I am indebted to Mr. J. H. Fitzgibbons for the following process, which he employed in producing the excellent specimens he exhibited at the Crystal Palace:
"I shall endeavor to lay down in as comprehensive a manner as possible the method by which I have been enabled to produce the most satisfactory results. I use a Smee's battery (another kind will do). After filling the cell, of common size, nearly full with water; add about quarter of an ounce of sulphuric acid. Mix this well, and let it stand for about three hours, or until the action of the battery becomes weak, when it is in order to work with a very uniform action. Put one pound of sulphate of copper in one quart of water; stir it until the sulphate of copper is all dissolved, and then add one half ounce of sulphuric acid and a quarter of an ounce of nitric acid. This solution, well mixed, should be filtered, and it is ready for use. It is very important that the solution should be kept clean, clear, and free from all foreign substance. The above quantity of this solution will be found sufficient for electrotyping a dozen of the sixth-size plates. When it is required to be strengthened, it is only necessary to add a little of the sulphate of copper.
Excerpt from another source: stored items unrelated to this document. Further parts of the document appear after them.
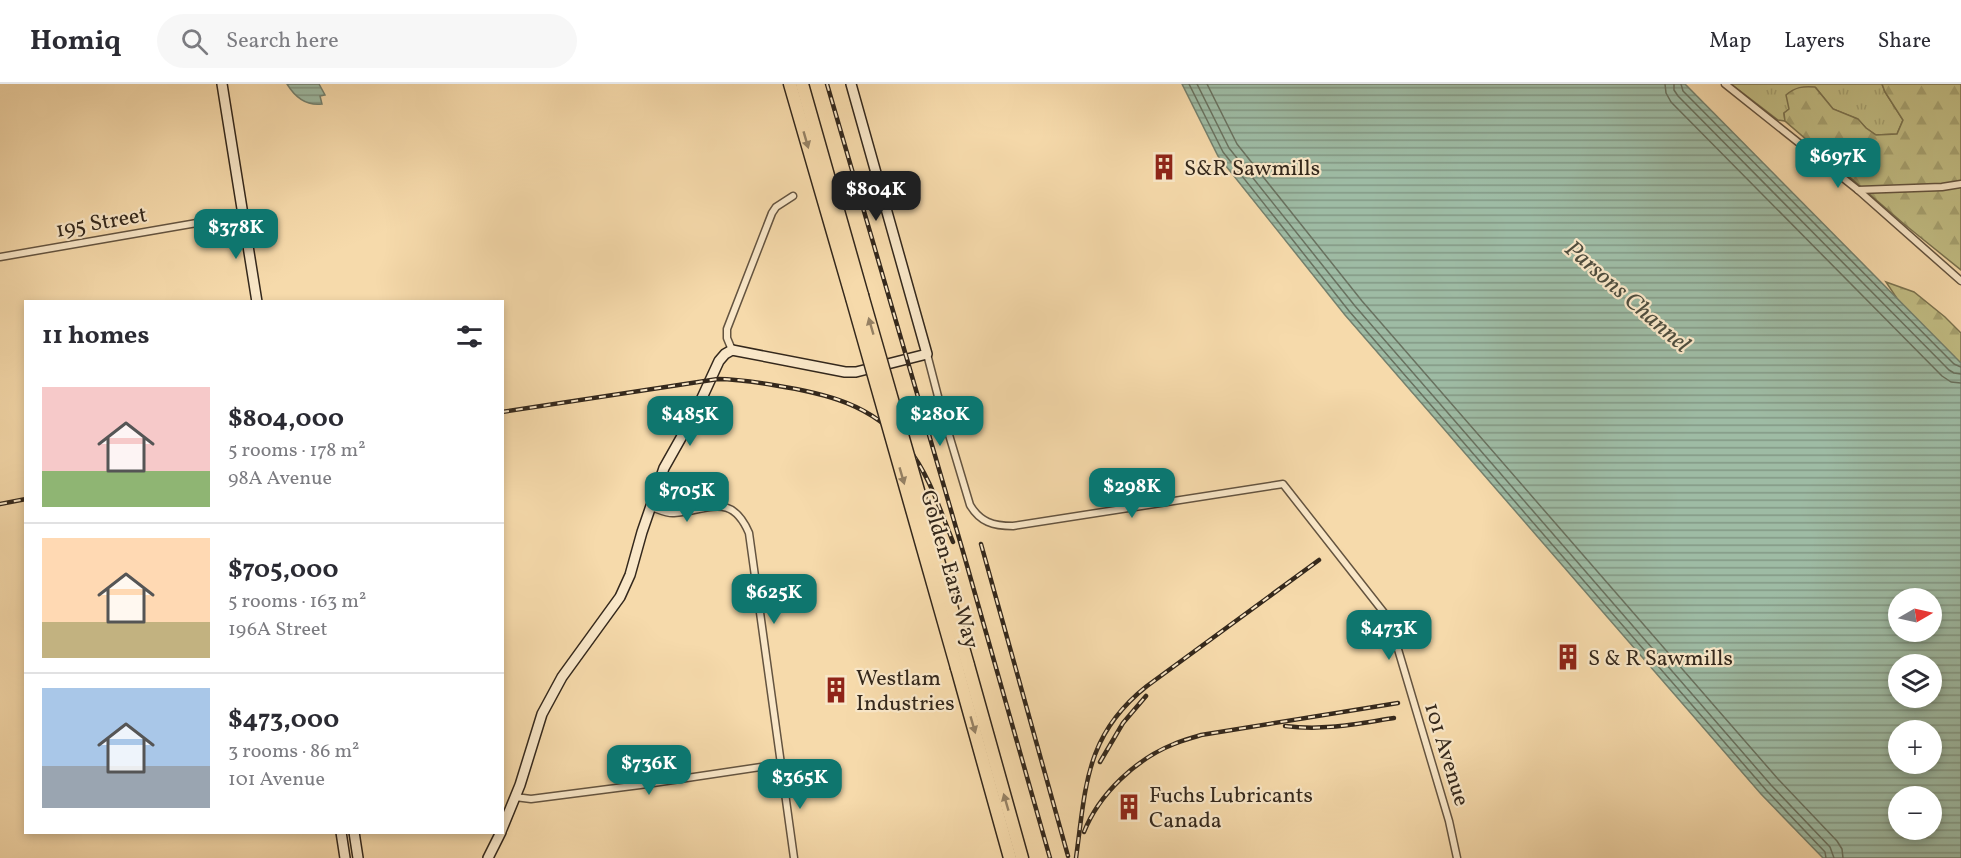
<!DOCTYPE html>
<meta charset="utf-8">
<style>
:root{--surface:#fff;--page:#f7f7f7;--text:#2b2b33;--muted:#7c7c81;--line:#e1e1e2;--accent:#0f766e}
body{margin:0;font-family:Vollkorn,serif;background:var(--page);color:var(--text);height:100vh;display:flex;flex-direction:column;font-size:22px;white-space:nowrap}
*{box-sizing:border-box;margin:0}
p{font-size:20px;color:var(--muted)}
.icon{flex:none;width:33px;height:33px;fill:none;stroke:currentColor;stroke-width:2;stroke-linecap:round;stroke-linejoin:round}
.map{position:relative;flex:1;overflow:hidden}
.side{position:absolute;left:24px;top:216px;width:480px;height:534px;display:flex;flex-direction:column;background:var(--surface);border-radius:0px;box-shadow:0 3px 9px #0003}
.side>*{flex:none}
.needle{width:39px;rotate:81deg}
.fabs{position:absolute;left:1888px;top:504px;display:grid;gap:12px}
.fabs a{display:grid;place-items:center;width:54px;height:54px;border-radius:50%;background:var(--surface);box-shadow:0 3px 9px #0003;font-size:30px}
.price{position:absolute;translate:-50% -51px;padding:0 14px;border-radius:12px;background:var(--accent);color:#fff;font-size:20px;line-height:39px;filter:drop-shadow(0 2px 3px #0008)}
.price::after{content:'';position:absolute;left:50%;top:36px;width:18px;height:14px;margin-left:-9px;background:inherit;clip-path:polygon(0 0,100% 0,50% 100%)}
.price.on{background:#222;color:#fff}
ul{padding:0;list-style:none}
li{display:flex;align-items:center;gap:18px;height:150px;padding:0 18px}
li+li{border-top:2px solid var(--line)}
li span{display:grid;place-items:center;flex:none;width:168px;height:120px;border-radius:0px;color:#555}
li>.icon{margin-inline-start:auto}
span .icon{width:72px;height:72px;fill:#fffc;stroke-width:1}
li b{font-size:26px}
h2{display:flex;justify-content:space-between;align-items:center;height:72px;padding:0 18px;font-size:26px}
header{display:flex;align-items:center;gap:36px;box-sizing:border-box;height:84px;padding:0 30px;background:var(--surface);border-bottom:2px solid var(--line)}
header strong{font-size:28px}
nav{display:flex;gap:33px;margin-inline-start:auto;font-size:21px}
.search{width:420px;height:54px;background:var(--page);display:flex;align-items:center;gap:15px;box-sizing:border-box;padding:0 21px;border-radius:33px;color:var(--muted);font-size:22px}
.map>svg:first-child{display:block}
.grass{fill:url(#grass-tufts);stroke:#7b7350;stroke-width:1.5}
.forest{fill:url(#forest-firs);stroke:#7b7350;stroke-width:1.5}
.water{fill:url(#water-rules);stroke:#74806e;stroke-width:1.5;fill-rule:evenodd}
.lines{fill:none;stroke-linecap:round;stroke-linejoin:round}
.shore{stroke:#697260;stroke-width:1.5}
.street-casing{stroke:#645440;stroke-width:9}
.secondary-casing{stroke:#34281c;stroke-width:12}
.highway-casing{stroke:#34281c;stroke-width:15}
.street{stroke:#f9e7c8;stroke-width:6}
.secondary{stroke:#f9e7c8;stroke-width:9}
.highway{stroke:#f6daab;stroke-width:12}
.rail-casing{stroke:#34281c;stroke-width:4.5}
.rail{stroke:#f9e7c8;stroke-width:2;stroke-dasharray:7;stroke-linecap:butt}
.highway-bridge-casing{stroke:#34281c;stroke-width:15;stroke-linecap:butt}
.highway-bridge{stroke:#f6daab;stroke-width:12}
.oneway{fill:#958164}
.labels{text-anchor:middle;stroke-width:4.5;stroke-linejoin:round;paint-order:stroke}
.poi-label{font-size:22px;fill:#34281c;stroke:#f9e7c8;text-anchor:start}
.street-label{font-size:22px;fill:#34281c;stroke:#f9e7c8}
.water-label{font-size:24px;font-style:italic;fill:#4e4d3e;stroke:#f9e7c8}
</style>
<header>
<strong>Homiq</strong>
<div class="search"><svg class="icon" aria-label="search" viewBox="0 0 24 24"><circle cx="10" cy="10" r="6"/><path d="M15 15l6 6"/></svg>Search here</div>
<nav><a>Map</a><a>Layers</a><a>Share</a></nav>
</header>
<div class="map">
<svg width="1961" height="774" viewBox="0 0 1961 774">
<defs>
<pattern id="grass-tufts" width="24" height="20" patternUnits="userSpaceOnUse" patternTransform="scale(1.5)"><rect width="24" height="20" fill="#c2be85"/><path d="M3 7l-1-3M5 7V3M7 7l1-3M15 17l-1-3M17 17v-4M19 17l1-3" fill="none" stroke="#a7a372"/></pattern>
<pattern id="forest-firs" width="22" height="20" patternUnits="userSpaceOnUse" patternTransform="scale(1.5)"><rect width="22" height="20" fill="#c2be85"/><path d="M5 1l3.5 6h-7zM16 11l3.5 6h-7z" fill="#a7a372"/></pattern>
<pattern id="water-rules" width="6" height="5" patternUnits="userSpaceOnUse" patternTransform="scale(1.5)"><rect width="6" height="5" fill="#9ebba4"/><path d="M0 2.5h6" fill="none" stroke="#829885"/></pattern>
</defs>
<rect width="100%" height="100%" fill="#f6daab"/>
<filter id="stains"><feTurbulence type="fractalNoise" baseFrequency=".00333" numOctaves="4"/><feColorMatrix values="0 0 0 0 .2 0 0 0 0 .09 0 0 0 0 .02 0 0 0 .5 -.17"/></filter>
<radialGradient id="worn" r=".72"><stop offset=".6" stop-color="#630" stop-opacity="0"/><stop offset="1" stop-color="#630" stop-opacity=".3"/></radialGradient>
<path class="grass" d="M1731,0H1882L1885,8L1903,36L1897,50L1876,51L1866,44L1857,35L1833,25L1816,4L1784,29L1785,37L1778,36Z"/>
<g class="forest">
<path d="M1882,0H1961V186L1904,140L1785,37L1784,29L1789,25L1786,11C1795,3 1803,2 1815,3L1833,25L1858,35L1866,44L1876,51L1897,50L1903,36L1885,8Z"/>
<path d="M1886,198L1914,208L1945,233L1961,249V283L1912,237Z"/>
</g>
<g class="water">
<path d="M287,0H319L325,11L320,12L322,20C306,22 295,13 287,0Z"/>
<path d="M1182,0H1685L1961,279V774H1823L1761,710L1345,231L1218,72ZM1899,514H1932V548H1899ZM1899,580H1932V614H1899ZM1899,646H1932V680H1899ZM1899,712H1932V746H1899Z"/>
</g>
<g class="lines">
<g class="shore">
<path d="M1189,0L1223,68L1349,227L1766,706L1825,768L1826,774"/>
<path d="M1197,0L1229,64L1355,222L1771,701L1830,763L1834,774"/>
<path d="M1207,0L1237,60L1362,217L1778,695L1837,757L1842,765L1843,774"/>
<path d="M1665,0L1666,9L1671,18L1942,292L1951,298L1961,299"/>
<path d="M1674,0V6L1678,12L1949,286L1954,289L1961,290"/>
<path d="M1681,0L1683,7L1954,280L1961,283"/>
</g>
<g class="street-casing">
<g id="street">
<path d="M1725,0L1858,106L1961,197"/>
<path d="M1858,106L1942,103L1961,100"/>
<path d="M0,173L243,131"/>
<path d="M732,266L727,254V245L772,129L776,123L793,112"/>
<path d="M927,270L941,324L970,421C980,438 993,442 1013,442L1283,400L1389,535L1449,737L1457,774"/>
<path d="M651,423C658,425 667,430 674,429C708,427 731,407 749,449L794,774"/>
<path d="M515,713L531,715L640,701L781,680"/>
</g>
</g>
<g class="secondary-casing">
<g id="secondary">
<path d="M222,0L257,218"/>
<path d="M502,745L520,701L542,630L562,593L620,513L630,491L642,448L664,384L695,329L719,277L725,270L732,266L845,288H856L927,270L851,0"/>
<path d="M341,748L345,774"/>
<path d="M354,748L358,774"/>
<path d="M488,774L501,748"/>
</g>
</g>
<g class="highway-casing">
<g id="highway">
<path d="M790,0L852,214"/>
<path d="M802,0L862,211"/>
<path d="M968,581L1022,774"/>
<path d="M957,584L1010,774"/>
</g>
</g>
<use href="#street" class="street"/>
<use href="#secondary" class="secondary"/>
<use href="#highway" class="highway"/>
<g class="rail-casing">
<g id="rail">
<path d="M827,0L966,478L1050,774"/>
<path d="M502,328L718,295C737,295 755,298 773,301C824,309 873,320 907,363C929,390 940,426 953,458"/>
<path d="M0,420L26,415"/>
<path d="M981,460L1068,772"/>
<path d="M1285,642C1324,647 1355,640 1394,634"/>
<path d="M1100,678L1123,639L1146,612"/>
<path d="M1084,748C1099,710 1136,675 1174,660C1183,656 1192,654 1201,651L1398,619"/>
<path d="M1076,774C1086,702 1085,651 1147,602L1319,476"/>
</g>
</g>
<use href="#rail" class="rail"/>
<g class="highway-bridge-casing">
<g id="highway-bridge">
<path d="M862,211L968,581"/>
<path d="M852,214L957,584"/>
</g>
</g>
<use href="#highway-bridge" class="highway-bridge"/>
</g>
<defs><path id="oneway-solid" d="M-6-.8H1V-3.2L6.5 0L1 3.2V.8H-6Z" transform="scale(1.5)"/></defs>
<g class="oneway">
<use href="#oneway-solid" transform="translate(806 56) rotate(74)"/>
<use href="#oneway-solid" transform="translate(871 242) rotate(-106)"/>
<use href="#oneway-solid" transform="translate(902 392) rotate(74)"/>
<use href="#oneway-solid" transform="translate(973 641) rotate(74)"/>
<use href="#oneway-solid" transform="translate(1006 718) rotate(-106)"/>
</g>
<defs>
<g id="building-bare" transform="scale(2.07)"><path d="M-4-6H4V6H1V3H-1V6H-4ZM-2.5-4.3h1.7v1.8h-1.7ZM.8-4.3h1.7v1.8H.8ZM-2.5-1h1.7V.8h-1.7ZM.8-1h1.7V.8H.8Z" fill="#8f2418" stroke="#f9e7c8" stroke-width="2.5" paint-order="stroke"/></g>
</defs>
<g fill-rule="evenodd">
<use href="#building-bare" x="1164" y="83"/>
<use href="#building-bare" x="1568" y="573"/>
<use href="#building-bare" x="836" y="606"/>
<use href="#building-bare" x="1129" y="723"/>
</g>
<g class="labels">
<g class="poi-label">
<text x="1184" y="91">S&amp;R Sawmills</text>
<text x="1588" y="581">S &amp; R Sawmills</text>
<text x="856" y="601">Westlam<tspan x="856" dy="25">Industries</tspan></text>
<text x="1149" y="718">Fuchs Lubricants<tspan x="1149" dy="25">Canada</tspan></text>
</g>
<g class="street-label">
<text transform="translate(101 137) rotate(-10)" y="8">195 Street</text>
<text transform="translate(951 485) rotate(74)" y="8">Golden Ears Way</text>
<text transform="translate(1448 670) rotate(73)" y="8">101 Avenue</text>
</g>
<g class="water-label">
<text transform="translate(1628 212) rotate(41)" y="8">Parsons Channel</text>
</g>
</g>
<rect width="100%" height="100%" filter="url(#stains)"/>
<rect width="100%" height="100%" fill="url(#worn)"/>
</svg>
<div class="fabs">
<a><svg class="needle" viewBox="-14 -14 28 28"><path d="M0-13l5 13h-10z" fill="#e53935"/><path d="M0 13l5-13h-10z" fill="#7c7c81"/></svg></a>
<a><svg class="icon" aria-label="layers" viewBox="0 0 24 24"><path d="M12 4l9 5-9 5-9-5zM3 14l9 5 9-5"/></svg></a>
<a>+</a>
<a>−</a>
</div>
<b class="price" style="left:1838px;top:105px">$697K</b>
<b class="price on" style="left:876px;top:138px">$804K</b>
<b class="price" style="left:236px;top:176px">$378K</b>
<b class="price" style="left:690px;top:363px">$485K</b>
<b class="price" style="left:940px;top:363px">$280K</b>
<b class="price" style="left:1132px;top:435px">$298K</b>
<b class="price" style="left:687px;top:439px">$705K</b>
<b class="price" style="left:774px;top:541px">$625K</b>
<b class="price" style="left:1389px;top:577px">$473K</b>
<b class="price" style="left:649px;top:712px">$736K</b>
<b class="price" style="left:800px;top:726px">$365K</b>
<section class="side">
<h2>11 homes<svg class="icon" aria-label="filters" viewBox="0 0 24 24"><path d="M4 7h16M4 17h16"/><circle cx="9" cy="7" r="2"/><circle cx="15" cy="17" r="2"/></svg></h2>
<ul>
<li><span style="background:linear-gradient(#f6c9c9 70%,#8fb573 0)"><svg class="icon" aria-label="home" viewBox="0 0 24 24"><path d="M3 11l9-7 9 7M6 9v11h12V9"/></svg></span><div><b>$804,000</b><p>5 rooms · 178 m²</p><p>98A Avenue</p></div></li>
<li><span style="background:linear-gradient(#ffd9b3 70%,#c2b280 0)"><svg class="icon" aria-label="home" viewBox="0 0 24 24"><path d="M3 11l9-7 9 7M6 9v11h12V9"/></svg></span><div><b>$705,000</b><p>5 rooms · 163 m²</p><p>196A Street</p></div></li>
<li><span style="background:linear-gradient(#a9c7e8 65%,#9aa5b1 0)"><svg class="icon" aria-label="home" viewBox="0 0 24 24"><path d="M3 11l9-7 9 7M6 9v11h12V9"/></svg></span><div><b>$473,000</b><p>3 rooms · 86 m²</p><p>101 Avenue</p></div></li>
</ul>
</section>
</div>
"With the battery prepared as above, and the solution of sulphate of copper in a vessel of proper dimensions to receive your plate, connect the galvanic current, and immerse the impressioned plate, letting it remain until a thin film of copper has been formed, then the battery can be strengthened, and the impression will be of sufficient thickness to be removed in from eight to twelve hours. An old Daguerreotype plate attached to the opposite pole of the battery (copper side towards the face of the plate to be electrotyped), will answer the same purpose as the silver-plate.
"The great difficulty in taking an electrotype impression, and preserving the original, has been attributed to the battery being too powerful. I am led to believe from practice that the principal difficulty has been in the Daguerreotype plate itself, for if we use an impression that has been taken but a few days, and taken in the usual way, we will find it difficult to succeed without spoiling both the copy and original, and so also with an old impression.
"I have found the most certain method to be as follows:-- Coat the Daguerreotype plate as usual, except use less of the accelerators, the proportion of iodine coating being greater, of course the time of exposure in the camera will be lengthened. Mercurialize it at about a temperature requiring to develop the image, from six to eight minutes, at least. Gilding the Daguerreotype has much to do towards producing a good electrotype copy. This should be done by applying a little heat, and gilding very slowly, giving a coating of gold with the greatest possible uniformity. By this method, I have been enabled to produce any number of proofs. I have produced a dozen from one impression, and it remains as perfect as when first taken.
"By a little judgment and care the operator will be enabled to produce the electrotype copy of the Daguerreotype plate without any difficulty. The electrotype copy should be immediately put under a glass and sealed in the same manner as the ordinary Daguerreotype."